Political leaders and the 71 members of the constitutional drafting committee on Monday went into 11th-hour talks over the charter, with still no agreement on at least two fundamental issues, federal autonomy and the role of Islam in the state.
Earlier in the day, Hussain al-Shahristani, the deputy speaker of parliament, said talks would continue until midday local time, at which point a decision would have to be taken on whether to present a draft to parliament or to look at more dramatic options.
In the afternoon, a special evening session of parliament, which was scheduled for 6pm to consider the document, was postponed for two hours.
The session which was officially set to begin at 6pm was first delayed by two hours and has now been further delayed, but no new time was given.
A few minutes before the original starting time, Tariq al-Hashimi, the general secretary of Iraq‘s biggest Sunni political group, the Iraqi Islamic party, told Aljazeera the disagreements were broader than simply between Sunnis and the others.
Instead, he said there still points of disagreement among Shia and Kurds and that it might be better to delay a decision.
Al-Hashimi said his party did not believe in the “sanctity” of the interim constitution which mandated Monday as the deadline for the constitution to be approved by parliament.
Kurdish parliament member Mahmoud Othman confirmed that meetings were still underway on the outstanding issues and so far “no final agreements have been reached.”
Last year’s interim charter, known as the TAL, laid down 15 August as the deadline for completing a draft of the new constitution, which must be voted on in an October referendum.
“The first option is that everyone agrees on a draft of the constitution and it is presented to the National Assembly for approval on time,” Shahristani told reporters.
“If they can’t all agree, they will ask for an extension”
Another possibility, he said, was for the National Assembly to vote, and, if agreed by three quarters of the house, amend the TAL to allow more time to draft the new constitution.
“That is a very like possibility,” he said, adding that if that route were taken an extension of two weeks to one month would likely be sought.
Yonadem Kanna, a Christian member of the drafting team, also said an extension was most probable.
“If they can’t all agree, they will ask for an extension,” he said. “My opinion is it will be two or three weeks maximum, without the need for changing the referendum or election dates.”
While that possibility exists, such a move could prove an embarrassment for Washington, which has piled pressure on Iraqi leaders to meet the self-imposed deadline. The US ambassador is playing a prominent role around the talks.
Members of the drafting committee said another possibility was that Shia and Kurds, who between them have an overwhelming majority in the Assembly and who also broadly agree on the wording of the constitution, could decide to present a draft to parliament on their own, ignoring Sunni objections.

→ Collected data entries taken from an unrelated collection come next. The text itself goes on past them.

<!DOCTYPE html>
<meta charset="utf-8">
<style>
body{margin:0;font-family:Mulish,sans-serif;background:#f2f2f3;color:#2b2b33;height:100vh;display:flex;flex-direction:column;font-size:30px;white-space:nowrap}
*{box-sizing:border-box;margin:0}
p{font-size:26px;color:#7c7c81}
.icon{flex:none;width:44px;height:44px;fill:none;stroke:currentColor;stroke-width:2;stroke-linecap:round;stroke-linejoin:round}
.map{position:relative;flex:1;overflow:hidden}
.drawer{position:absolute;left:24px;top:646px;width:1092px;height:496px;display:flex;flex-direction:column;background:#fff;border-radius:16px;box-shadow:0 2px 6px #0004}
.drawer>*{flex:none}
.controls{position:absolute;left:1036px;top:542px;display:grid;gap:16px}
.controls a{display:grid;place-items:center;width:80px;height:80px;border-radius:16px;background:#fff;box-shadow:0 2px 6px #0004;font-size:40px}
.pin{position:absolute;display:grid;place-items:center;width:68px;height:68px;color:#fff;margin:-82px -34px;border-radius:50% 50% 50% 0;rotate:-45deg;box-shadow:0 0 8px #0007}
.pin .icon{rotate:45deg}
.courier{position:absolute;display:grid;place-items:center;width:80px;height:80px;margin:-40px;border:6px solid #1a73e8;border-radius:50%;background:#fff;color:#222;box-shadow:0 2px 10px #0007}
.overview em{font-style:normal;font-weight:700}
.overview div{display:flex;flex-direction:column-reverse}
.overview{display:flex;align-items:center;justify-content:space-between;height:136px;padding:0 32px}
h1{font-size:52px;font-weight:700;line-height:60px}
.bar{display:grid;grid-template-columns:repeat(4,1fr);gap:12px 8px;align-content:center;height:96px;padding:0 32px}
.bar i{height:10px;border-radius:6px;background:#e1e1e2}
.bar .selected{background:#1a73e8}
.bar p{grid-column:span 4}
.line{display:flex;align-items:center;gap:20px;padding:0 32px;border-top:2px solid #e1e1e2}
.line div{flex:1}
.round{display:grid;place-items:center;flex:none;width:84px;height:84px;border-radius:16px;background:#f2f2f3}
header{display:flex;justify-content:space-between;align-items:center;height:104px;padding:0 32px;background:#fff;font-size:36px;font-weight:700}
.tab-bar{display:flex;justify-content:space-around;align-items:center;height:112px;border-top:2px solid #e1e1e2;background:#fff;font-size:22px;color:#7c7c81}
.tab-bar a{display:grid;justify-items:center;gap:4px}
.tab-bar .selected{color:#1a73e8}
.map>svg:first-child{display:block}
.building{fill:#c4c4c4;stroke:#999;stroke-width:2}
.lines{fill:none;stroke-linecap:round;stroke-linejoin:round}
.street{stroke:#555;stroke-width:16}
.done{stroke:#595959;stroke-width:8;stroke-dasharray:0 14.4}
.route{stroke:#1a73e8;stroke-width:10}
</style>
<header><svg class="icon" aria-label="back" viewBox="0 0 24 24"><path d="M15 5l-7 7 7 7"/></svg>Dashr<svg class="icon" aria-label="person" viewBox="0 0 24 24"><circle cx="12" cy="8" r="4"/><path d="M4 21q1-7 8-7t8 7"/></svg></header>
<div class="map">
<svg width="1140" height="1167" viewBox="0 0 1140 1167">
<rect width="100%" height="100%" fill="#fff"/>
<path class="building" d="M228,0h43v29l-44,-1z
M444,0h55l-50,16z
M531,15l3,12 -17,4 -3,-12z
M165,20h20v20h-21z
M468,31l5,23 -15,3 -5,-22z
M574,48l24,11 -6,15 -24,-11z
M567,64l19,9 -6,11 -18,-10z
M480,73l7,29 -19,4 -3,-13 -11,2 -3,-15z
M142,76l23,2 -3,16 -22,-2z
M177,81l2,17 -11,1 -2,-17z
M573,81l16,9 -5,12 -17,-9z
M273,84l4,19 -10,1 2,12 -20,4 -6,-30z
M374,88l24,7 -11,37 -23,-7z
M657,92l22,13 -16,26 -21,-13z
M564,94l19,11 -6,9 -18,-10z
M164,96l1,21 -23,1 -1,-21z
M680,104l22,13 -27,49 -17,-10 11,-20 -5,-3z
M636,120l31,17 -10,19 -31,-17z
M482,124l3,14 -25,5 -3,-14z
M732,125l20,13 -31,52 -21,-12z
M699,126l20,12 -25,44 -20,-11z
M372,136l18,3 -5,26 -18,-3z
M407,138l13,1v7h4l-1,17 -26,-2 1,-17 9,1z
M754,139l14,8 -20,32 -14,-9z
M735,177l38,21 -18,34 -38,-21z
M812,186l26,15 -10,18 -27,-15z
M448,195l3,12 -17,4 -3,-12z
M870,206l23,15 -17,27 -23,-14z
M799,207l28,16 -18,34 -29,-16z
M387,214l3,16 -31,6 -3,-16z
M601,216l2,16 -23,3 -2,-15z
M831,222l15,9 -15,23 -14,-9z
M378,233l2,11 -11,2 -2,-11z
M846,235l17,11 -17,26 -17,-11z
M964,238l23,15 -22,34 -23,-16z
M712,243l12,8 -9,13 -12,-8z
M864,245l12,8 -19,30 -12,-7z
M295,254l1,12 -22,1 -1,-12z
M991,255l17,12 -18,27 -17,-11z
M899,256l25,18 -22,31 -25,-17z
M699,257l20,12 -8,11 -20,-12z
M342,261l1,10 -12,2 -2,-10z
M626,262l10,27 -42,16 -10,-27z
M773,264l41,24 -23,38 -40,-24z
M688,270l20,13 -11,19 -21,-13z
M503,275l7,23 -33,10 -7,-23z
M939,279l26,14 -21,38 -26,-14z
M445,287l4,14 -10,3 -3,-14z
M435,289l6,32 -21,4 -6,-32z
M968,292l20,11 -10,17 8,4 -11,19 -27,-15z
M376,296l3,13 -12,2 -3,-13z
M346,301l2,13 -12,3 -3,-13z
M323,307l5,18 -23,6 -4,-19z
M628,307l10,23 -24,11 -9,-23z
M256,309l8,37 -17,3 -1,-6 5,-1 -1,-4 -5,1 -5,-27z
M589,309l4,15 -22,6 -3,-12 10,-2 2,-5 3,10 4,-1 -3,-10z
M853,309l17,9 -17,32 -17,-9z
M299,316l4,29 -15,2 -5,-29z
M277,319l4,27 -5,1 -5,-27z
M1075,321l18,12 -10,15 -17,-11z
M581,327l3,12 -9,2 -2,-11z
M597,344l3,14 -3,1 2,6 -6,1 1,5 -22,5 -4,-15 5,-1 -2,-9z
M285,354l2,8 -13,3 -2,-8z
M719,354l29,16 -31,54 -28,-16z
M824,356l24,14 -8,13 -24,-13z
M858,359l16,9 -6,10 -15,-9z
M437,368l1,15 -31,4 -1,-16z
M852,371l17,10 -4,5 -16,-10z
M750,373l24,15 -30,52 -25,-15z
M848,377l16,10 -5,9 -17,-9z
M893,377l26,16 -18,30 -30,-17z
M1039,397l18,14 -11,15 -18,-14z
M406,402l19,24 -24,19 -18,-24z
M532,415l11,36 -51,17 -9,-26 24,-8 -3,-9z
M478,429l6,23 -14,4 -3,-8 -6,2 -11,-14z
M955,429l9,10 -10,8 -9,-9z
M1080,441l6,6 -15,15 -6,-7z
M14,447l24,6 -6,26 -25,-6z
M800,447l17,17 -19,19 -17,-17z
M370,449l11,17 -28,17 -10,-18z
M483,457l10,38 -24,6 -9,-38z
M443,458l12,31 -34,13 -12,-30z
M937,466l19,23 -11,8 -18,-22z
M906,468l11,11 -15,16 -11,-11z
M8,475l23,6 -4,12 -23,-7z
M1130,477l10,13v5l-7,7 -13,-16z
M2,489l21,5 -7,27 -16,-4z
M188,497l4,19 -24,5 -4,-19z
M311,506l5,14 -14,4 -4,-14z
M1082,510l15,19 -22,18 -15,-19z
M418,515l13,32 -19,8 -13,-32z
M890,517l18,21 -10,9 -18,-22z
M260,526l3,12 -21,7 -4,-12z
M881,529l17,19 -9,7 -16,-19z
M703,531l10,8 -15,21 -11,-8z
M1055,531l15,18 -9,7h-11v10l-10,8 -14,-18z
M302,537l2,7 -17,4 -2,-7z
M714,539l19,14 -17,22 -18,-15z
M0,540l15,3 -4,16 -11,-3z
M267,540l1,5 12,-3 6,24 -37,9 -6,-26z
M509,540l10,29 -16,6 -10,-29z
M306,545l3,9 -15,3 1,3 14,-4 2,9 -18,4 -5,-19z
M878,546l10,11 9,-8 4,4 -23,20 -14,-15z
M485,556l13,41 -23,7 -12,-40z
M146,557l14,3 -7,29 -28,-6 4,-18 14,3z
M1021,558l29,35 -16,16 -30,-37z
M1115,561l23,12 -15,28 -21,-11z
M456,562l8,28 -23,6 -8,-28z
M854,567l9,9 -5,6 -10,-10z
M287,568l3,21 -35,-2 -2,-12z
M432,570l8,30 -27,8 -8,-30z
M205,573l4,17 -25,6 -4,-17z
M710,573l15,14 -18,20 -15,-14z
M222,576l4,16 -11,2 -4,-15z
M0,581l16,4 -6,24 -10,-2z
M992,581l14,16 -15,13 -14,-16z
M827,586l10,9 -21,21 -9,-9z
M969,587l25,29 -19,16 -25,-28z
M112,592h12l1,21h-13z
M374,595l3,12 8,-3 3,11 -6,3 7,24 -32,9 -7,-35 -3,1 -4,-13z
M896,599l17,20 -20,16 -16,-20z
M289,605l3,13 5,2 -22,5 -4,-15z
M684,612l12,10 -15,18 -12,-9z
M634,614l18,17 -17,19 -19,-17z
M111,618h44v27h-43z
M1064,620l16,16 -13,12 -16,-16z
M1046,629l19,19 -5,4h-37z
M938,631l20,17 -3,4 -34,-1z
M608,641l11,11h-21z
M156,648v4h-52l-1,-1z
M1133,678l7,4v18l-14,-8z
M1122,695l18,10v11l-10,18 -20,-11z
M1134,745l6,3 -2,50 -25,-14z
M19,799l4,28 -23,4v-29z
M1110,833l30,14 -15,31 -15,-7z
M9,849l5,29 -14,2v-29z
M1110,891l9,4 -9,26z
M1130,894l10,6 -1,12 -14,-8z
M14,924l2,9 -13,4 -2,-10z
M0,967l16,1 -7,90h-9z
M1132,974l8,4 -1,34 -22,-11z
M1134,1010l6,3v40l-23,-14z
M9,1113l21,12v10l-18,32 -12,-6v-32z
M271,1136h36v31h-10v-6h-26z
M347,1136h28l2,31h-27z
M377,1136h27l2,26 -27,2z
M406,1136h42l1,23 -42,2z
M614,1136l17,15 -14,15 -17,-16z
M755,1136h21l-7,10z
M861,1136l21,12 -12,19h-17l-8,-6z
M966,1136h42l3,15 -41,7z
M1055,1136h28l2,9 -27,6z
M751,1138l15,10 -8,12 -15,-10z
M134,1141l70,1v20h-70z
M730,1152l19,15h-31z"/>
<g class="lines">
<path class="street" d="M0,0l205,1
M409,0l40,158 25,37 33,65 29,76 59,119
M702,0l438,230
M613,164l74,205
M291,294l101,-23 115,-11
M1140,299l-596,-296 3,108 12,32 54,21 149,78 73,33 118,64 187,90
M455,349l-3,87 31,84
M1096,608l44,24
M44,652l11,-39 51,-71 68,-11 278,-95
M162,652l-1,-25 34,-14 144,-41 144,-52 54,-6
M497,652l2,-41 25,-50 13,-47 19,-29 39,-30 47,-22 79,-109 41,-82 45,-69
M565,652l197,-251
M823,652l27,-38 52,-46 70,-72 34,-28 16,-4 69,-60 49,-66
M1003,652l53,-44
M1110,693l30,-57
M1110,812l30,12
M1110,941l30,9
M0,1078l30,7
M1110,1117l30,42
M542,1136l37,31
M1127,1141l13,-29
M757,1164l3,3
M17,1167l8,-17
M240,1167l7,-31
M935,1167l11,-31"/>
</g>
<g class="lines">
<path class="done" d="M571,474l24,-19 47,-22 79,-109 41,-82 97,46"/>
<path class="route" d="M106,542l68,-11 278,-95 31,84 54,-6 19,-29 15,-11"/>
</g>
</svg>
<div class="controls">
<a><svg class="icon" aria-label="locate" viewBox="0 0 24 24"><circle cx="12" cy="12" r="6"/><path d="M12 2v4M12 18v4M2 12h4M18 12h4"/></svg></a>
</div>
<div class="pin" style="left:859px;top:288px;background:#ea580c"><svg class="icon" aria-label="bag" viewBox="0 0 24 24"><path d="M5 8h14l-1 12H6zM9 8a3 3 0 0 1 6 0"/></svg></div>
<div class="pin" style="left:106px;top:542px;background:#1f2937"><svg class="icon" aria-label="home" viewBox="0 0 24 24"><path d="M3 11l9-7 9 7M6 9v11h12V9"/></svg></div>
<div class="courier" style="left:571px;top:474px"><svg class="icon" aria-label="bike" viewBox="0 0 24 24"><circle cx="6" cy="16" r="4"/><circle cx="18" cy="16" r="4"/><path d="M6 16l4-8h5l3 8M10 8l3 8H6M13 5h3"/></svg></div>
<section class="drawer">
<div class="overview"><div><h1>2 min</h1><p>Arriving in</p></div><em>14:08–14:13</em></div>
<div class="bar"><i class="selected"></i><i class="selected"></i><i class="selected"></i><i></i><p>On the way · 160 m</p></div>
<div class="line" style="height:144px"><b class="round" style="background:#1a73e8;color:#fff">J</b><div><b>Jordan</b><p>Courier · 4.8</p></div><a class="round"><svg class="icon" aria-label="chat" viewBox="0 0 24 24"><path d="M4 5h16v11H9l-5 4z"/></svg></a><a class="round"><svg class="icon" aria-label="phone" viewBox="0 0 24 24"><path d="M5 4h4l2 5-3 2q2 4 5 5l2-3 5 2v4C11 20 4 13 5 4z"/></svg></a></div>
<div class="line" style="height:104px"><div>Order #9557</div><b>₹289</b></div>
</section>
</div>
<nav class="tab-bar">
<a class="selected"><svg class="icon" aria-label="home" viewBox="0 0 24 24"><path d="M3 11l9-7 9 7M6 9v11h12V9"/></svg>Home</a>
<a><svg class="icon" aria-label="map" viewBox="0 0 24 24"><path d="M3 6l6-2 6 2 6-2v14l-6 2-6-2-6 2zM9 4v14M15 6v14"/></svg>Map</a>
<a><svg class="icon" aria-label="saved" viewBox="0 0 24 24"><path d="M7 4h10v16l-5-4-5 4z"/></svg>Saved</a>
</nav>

Salah al-Mutlaq, a member of the drafting team from the Sunni Arab minority, said such a move would be unacceptable. “It wouldn’t be legal, but then again not everything that happens here is legal. I think they may do it, but if they do, we will object to it in the strongest terms,” he said.
One concern over such an option, besides ignoring the input of Sunnis, who dominated Iraq under Saddam Hussein and before, is that it could increase armed opposition to the government and the presence of US-led troops. One of the hoped-for benefits of an inclusive constitution-writing process was that it would sap the two-year-old revolt.
The Sunni community finds itself in a difficult situation. Since it widely boycotted elections in January, it ended up with a fraction of the seats in the National Assembly. That meant almost no representatives on the constitution-writing team, until an extra 15 seats were added.
Some Shia say Sunni members of the drafting committee are being obstructive for the sake of it, and argue that the Shia and Kurds should push ahead without them, particularly as most Sunnis are unelected members brought in last month.
“They can’t hold up the drafting of the constitution just for the sake of it,” said an elected Shia official who asked not to be named. “There’s nothing to say that these Sunnis even properly represent their community.”
Federalism and religion
One way around the looming impasse may be a fudge. Since there appears to be broad agreement on most of the text – save the crucial clauses to do with federalism and religion – it is possible that an incomplete draft could be presented to parliament and accepted in the interim.
Kurdish and Sunni Iraqis have
“It’s possible that we could accept a draft that covers basically 99% of the clauses and allow a bit more time to complete negotiations over the other issues,” said Shahristani.
“We could interpret the TAL in such a way as to allow that.”
A spokesman for President Jalal Talabani, who has led the last-ditch negotiations, also said such a move was possible.
“The TAL says the National Assembly is to write a draft constitution by August 15. It doesn’t say if August 15 has to be a final draft,” said Kameran Qaradaghi. “There could be a few days to discuss some of these things further.
“It’s a possibility. It remains to be legally justified.”
Kurds are anxious that any wording on federalism is strong enough to guarantee their existing de facto autonomy, while Sunnis are particularly concerned to resist claims for a Shia region that could challenge Baghdad’s control of southern oil.
It is uncertain that a few more days of negotiation would be enough to resolve the differences of opinion.